Five Tips for Reading Food Labels
From serving sizes and sugars to protein and fat, food labels give us what we need to make informed buying decisions about the foods we eat. Unfortunately, they're not always easy to read—and in some cases they're downright confusing. Add the fact that most of today's manufacturers purposely label ingredients to make consumers believe they're eating something healthy when in reality they're not, and it can make your head spin.
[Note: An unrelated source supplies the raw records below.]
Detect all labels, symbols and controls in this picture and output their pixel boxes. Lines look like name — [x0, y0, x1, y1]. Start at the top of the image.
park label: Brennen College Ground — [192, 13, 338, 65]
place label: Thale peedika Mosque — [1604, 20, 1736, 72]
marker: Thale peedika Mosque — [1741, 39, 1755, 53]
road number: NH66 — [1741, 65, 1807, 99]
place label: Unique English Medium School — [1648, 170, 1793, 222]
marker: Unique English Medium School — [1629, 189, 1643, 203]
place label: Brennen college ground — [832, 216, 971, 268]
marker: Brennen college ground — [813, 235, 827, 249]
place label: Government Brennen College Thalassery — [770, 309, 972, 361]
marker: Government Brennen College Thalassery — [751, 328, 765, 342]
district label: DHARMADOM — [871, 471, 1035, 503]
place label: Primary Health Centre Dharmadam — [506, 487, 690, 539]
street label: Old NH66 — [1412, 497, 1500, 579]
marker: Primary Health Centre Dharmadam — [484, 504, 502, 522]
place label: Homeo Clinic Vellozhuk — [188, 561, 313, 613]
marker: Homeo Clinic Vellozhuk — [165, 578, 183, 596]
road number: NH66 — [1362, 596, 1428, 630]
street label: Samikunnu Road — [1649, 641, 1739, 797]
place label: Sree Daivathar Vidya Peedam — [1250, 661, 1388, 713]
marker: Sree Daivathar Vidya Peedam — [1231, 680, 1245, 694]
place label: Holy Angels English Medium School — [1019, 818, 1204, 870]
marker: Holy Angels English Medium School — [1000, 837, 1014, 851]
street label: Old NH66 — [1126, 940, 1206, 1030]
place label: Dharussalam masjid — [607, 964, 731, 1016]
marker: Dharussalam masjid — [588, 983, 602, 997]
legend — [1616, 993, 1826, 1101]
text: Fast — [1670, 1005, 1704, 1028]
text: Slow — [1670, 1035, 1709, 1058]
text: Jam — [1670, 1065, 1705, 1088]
So how do you read these labels to make informed decisions? Here are five tips to get you started on a path toward labeling enlightenment.
Read the ingredients
Manufacturers often use different terms when labeling ingredients. Take for example sugar, which can be listed as anything from evaporated cane juice to maltose to sucrose. (Check out for a list of 56—56!—different names for sugar.) This is not to say that you should memorize every ingredient. But if you have trouble pronouncing what you're reading, it's likely not as healthy as the label claims.
Aim for low numbers
On any given food label, the main ingredient will appear first and so on down the list. If the list is longer than a few lines—even on a smaller label—it's a sign to put it back on the shelf. A general rule of thumb is to look for items that only have five or fewer ingredients listed. Also pay close attention to serving sizes. Manufacturers tend to skew toward the smaller side, so you may need to double the serving size for a more accurate measure of calories, fat, and other nutritional information.
Avoid the artificial
Be wary of foods that list preservatives, additives, and artificial ingredients. Often, the package will say artificially flavored somewhere on it, though not necessarily in the actual ingredients list. Also be wary of anything that says natural flavors, as this could literally be anything. In most cases, these ingredients keep food fresh longer but do nothing to improve your health.
Know the terms
Light, multi-grain, low-fat, low-calorie, natural, organic. It's challenging to understand what all of these terms mean—and which are in fact the healthiest options. When in doubt, choose foods with no added sugar and ones that are organic. The rest are either misleading claims or alternative ways to state that the food has been unnaturally altered in some way.
Stick to whole foods
The next time you walk through the grocery store, take inventory of how much whole foods cost. In most cases, they are the same price if not less expensive than their packaged counterparts. And are largely much healthier, especially if they're organic. If it's a dip, side dish, or full meal, consider whether you can make it yourself at home with whole ingredients. It may take a bit longer, but your gut will thank you.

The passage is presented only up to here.